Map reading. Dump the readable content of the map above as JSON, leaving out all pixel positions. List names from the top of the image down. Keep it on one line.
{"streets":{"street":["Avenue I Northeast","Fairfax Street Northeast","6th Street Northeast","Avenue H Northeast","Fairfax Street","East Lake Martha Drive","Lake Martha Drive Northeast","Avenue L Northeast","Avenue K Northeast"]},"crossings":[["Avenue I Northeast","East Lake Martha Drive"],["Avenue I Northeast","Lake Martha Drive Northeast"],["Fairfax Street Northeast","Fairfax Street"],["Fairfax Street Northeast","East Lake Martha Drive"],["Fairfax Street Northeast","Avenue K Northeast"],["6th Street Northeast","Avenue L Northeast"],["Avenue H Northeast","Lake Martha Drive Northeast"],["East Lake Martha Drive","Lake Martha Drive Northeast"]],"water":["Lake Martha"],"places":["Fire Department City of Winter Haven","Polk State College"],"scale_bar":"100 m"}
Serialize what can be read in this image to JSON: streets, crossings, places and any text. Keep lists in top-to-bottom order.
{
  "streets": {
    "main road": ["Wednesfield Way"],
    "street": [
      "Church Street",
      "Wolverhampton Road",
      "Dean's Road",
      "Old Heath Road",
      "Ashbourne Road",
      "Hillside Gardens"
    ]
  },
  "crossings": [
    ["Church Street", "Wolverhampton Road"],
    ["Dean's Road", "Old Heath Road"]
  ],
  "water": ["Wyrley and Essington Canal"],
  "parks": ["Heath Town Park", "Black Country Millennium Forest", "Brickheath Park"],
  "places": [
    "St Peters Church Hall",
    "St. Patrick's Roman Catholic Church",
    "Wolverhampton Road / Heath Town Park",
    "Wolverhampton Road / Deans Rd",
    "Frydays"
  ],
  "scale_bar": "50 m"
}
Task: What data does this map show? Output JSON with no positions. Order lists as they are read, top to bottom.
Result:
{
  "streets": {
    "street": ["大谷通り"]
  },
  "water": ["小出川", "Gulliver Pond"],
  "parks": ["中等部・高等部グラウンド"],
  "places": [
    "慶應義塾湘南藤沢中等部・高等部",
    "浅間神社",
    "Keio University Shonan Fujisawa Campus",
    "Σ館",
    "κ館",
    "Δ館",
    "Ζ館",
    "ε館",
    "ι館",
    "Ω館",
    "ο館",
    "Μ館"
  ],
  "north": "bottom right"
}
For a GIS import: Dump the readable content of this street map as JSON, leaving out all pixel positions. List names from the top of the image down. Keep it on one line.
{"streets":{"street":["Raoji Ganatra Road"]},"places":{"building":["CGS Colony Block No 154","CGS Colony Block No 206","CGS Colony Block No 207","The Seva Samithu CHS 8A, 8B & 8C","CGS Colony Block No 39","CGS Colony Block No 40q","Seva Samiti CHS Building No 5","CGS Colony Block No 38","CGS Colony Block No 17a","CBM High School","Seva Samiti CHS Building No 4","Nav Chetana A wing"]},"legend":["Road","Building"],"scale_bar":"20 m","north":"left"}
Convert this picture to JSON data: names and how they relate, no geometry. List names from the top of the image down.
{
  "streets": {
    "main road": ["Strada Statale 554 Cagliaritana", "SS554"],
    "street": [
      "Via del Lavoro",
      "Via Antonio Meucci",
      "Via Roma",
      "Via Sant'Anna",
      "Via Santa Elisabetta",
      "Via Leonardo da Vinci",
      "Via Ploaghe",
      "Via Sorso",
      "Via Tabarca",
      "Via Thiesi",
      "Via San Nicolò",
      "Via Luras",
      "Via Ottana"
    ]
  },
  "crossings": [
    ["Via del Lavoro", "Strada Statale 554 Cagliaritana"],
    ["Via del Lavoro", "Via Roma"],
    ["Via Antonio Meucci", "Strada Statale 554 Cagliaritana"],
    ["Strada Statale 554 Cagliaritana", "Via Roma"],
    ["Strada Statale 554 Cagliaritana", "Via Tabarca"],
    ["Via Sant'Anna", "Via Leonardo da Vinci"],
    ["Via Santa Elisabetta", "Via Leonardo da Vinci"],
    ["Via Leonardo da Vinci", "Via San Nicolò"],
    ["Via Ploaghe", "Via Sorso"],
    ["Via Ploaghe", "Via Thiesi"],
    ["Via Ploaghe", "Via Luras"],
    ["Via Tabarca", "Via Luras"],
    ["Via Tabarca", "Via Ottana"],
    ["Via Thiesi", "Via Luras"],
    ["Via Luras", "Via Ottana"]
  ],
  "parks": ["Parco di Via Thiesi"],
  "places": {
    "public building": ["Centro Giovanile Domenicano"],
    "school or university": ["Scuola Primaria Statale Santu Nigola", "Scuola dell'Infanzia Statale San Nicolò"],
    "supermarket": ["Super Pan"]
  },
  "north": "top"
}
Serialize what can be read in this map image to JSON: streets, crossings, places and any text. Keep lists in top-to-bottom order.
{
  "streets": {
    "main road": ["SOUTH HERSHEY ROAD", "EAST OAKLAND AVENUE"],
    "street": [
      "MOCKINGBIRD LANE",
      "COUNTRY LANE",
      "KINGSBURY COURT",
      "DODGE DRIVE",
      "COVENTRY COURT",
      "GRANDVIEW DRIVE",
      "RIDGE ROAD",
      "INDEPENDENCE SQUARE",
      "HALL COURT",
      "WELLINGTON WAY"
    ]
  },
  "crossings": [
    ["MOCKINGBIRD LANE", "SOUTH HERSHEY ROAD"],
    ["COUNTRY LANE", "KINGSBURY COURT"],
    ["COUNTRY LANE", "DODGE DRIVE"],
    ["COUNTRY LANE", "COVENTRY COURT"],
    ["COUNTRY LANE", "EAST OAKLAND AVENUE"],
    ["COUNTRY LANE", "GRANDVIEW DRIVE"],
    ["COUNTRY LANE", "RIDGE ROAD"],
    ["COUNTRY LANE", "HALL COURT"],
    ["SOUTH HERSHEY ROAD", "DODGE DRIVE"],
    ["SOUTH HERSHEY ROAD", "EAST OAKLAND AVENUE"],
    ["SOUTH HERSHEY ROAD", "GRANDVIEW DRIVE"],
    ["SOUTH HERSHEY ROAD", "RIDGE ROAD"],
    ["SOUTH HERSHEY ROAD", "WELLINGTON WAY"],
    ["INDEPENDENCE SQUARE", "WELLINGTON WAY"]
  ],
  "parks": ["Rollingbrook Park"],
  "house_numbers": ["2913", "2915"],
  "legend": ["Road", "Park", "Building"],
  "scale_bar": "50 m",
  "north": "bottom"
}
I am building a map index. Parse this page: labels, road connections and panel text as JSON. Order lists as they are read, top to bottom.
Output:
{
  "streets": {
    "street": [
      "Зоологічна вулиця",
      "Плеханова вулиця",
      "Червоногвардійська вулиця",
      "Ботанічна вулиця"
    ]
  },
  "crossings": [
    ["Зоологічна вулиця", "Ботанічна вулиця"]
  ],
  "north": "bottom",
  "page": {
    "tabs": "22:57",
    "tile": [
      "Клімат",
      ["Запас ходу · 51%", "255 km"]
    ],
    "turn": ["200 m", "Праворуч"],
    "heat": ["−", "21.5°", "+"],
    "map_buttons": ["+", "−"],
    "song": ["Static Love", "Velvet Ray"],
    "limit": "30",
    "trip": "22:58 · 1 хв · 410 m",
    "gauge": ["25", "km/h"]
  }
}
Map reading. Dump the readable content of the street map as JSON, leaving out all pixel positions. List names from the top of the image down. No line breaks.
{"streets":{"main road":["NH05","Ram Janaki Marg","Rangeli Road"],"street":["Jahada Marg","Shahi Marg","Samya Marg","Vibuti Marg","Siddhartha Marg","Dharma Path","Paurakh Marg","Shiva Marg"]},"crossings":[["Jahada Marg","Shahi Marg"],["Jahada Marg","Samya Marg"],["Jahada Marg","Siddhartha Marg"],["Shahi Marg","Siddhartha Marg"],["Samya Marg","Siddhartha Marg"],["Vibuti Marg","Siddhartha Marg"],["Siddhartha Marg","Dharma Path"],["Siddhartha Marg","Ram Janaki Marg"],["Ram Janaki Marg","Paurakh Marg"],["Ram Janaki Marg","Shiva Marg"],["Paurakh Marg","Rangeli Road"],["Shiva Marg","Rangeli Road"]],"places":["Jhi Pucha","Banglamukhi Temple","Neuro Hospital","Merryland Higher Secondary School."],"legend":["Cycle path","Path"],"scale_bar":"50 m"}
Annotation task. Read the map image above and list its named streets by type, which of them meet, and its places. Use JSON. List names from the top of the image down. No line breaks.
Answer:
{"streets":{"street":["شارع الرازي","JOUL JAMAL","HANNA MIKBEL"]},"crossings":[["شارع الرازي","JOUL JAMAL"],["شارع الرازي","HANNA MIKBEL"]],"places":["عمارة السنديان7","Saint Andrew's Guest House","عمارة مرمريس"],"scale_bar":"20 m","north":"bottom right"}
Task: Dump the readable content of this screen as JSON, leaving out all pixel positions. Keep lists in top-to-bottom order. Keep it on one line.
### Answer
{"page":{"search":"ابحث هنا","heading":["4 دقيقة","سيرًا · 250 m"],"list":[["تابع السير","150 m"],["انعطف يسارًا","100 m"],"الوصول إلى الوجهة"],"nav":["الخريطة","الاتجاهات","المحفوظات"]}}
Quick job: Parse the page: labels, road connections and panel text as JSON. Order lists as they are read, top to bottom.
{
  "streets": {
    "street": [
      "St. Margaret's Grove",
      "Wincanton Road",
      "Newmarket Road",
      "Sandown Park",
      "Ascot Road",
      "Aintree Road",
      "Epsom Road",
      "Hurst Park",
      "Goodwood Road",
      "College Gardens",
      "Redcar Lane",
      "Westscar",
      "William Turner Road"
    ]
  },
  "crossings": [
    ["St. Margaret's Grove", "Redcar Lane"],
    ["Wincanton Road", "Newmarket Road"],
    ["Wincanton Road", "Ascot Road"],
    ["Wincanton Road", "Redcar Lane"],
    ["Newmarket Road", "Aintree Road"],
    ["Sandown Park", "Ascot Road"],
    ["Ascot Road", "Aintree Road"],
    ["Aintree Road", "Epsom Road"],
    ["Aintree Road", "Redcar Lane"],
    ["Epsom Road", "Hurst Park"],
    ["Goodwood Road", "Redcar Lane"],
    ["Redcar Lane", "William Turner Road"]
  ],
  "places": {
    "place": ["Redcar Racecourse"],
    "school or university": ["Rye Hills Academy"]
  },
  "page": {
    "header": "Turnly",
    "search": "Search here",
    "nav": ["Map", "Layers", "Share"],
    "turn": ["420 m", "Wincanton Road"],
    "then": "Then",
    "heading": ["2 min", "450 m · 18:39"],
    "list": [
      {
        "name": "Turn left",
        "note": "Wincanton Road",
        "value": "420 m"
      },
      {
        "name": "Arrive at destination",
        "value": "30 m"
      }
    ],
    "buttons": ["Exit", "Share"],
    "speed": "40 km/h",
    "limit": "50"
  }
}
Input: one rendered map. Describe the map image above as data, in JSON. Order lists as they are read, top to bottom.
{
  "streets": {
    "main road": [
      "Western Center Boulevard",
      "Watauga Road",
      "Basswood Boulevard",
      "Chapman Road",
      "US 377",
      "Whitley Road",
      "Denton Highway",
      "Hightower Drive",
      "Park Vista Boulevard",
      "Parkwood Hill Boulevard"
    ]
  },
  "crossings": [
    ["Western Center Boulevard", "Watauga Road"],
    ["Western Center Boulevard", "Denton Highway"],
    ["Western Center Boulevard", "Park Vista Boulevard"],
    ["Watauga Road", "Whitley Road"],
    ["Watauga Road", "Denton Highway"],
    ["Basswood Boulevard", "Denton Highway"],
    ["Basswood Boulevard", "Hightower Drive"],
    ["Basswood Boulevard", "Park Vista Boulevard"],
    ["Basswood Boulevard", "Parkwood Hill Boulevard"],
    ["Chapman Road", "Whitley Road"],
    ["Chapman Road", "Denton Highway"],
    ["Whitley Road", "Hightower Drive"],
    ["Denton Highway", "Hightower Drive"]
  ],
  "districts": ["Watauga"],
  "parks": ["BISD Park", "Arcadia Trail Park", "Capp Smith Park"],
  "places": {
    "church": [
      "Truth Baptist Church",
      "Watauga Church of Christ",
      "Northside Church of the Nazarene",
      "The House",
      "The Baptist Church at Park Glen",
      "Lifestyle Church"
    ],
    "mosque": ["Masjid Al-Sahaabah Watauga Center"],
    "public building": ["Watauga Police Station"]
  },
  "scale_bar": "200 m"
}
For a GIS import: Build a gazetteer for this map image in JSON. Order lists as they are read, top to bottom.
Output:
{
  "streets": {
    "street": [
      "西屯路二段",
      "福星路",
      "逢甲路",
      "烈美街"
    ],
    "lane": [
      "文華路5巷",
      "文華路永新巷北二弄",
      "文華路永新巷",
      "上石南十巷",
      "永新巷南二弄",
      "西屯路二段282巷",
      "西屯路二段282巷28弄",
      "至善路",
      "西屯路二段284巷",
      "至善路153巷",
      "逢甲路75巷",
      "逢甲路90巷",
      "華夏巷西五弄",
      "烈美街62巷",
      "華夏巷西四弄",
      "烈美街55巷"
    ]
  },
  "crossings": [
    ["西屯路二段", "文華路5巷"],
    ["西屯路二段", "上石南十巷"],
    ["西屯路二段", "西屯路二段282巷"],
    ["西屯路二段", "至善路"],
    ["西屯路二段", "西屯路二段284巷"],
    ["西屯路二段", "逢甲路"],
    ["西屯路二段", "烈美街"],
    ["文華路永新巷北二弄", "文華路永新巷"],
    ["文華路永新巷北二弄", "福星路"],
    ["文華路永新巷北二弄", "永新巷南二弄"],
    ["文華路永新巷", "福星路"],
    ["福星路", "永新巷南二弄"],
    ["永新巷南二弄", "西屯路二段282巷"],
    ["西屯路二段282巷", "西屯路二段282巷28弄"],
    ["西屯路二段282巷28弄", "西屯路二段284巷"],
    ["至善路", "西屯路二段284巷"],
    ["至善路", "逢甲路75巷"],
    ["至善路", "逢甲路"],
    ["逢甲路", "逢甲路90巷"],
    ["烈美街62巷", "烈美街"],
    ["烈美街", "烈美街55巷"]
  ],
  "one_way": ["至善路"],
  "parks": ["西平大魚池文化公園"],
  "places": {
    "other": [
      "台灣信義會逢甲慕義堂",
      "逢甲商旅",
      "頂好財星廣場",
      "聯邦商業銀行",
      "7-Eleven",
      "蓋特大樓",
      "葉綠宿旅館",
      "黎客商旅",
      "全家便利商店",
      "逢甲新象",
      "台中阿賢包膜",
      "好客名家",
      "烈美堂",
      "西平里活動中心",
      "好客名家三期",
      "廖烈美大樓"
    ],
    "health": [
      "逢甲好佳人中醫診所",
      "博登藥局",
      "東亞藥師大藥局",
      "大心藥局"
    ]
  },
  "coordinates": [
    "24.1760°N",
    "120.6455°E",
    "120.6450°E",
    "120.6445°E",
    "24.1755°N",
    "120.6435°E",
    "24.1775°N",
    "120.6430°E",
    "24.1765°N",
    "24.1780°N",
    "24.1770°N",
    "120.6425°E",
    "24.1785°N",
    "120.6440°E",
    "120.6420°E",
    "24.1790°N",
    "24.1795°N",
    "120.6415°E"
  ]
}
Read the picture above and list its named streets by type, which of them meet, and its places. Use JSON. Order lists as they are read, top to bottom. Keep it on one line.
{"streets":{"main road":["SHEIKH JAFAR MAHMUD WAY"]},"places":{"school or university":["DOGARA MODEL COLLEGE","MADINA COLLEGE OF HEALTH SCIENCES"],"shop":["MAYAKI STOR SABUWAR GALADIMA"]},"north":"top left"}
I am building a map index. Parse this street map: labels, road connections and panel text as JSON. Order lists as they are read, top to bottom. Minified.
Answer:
* * * * * * * * *
◆ TASK DETAILS ◆
Return each line of the preceding material in which "index" can be found.

◆ RESULT OF THIS TASK ◆
I am building a map index. Parse this page: labels, road connections and panel text as JSON. Order lists as they are read, top to bottom.
I am building a map index. Parse this street map: labels, road connections and panel text as JSON. Order lists as they are read, top to bottom. Minified.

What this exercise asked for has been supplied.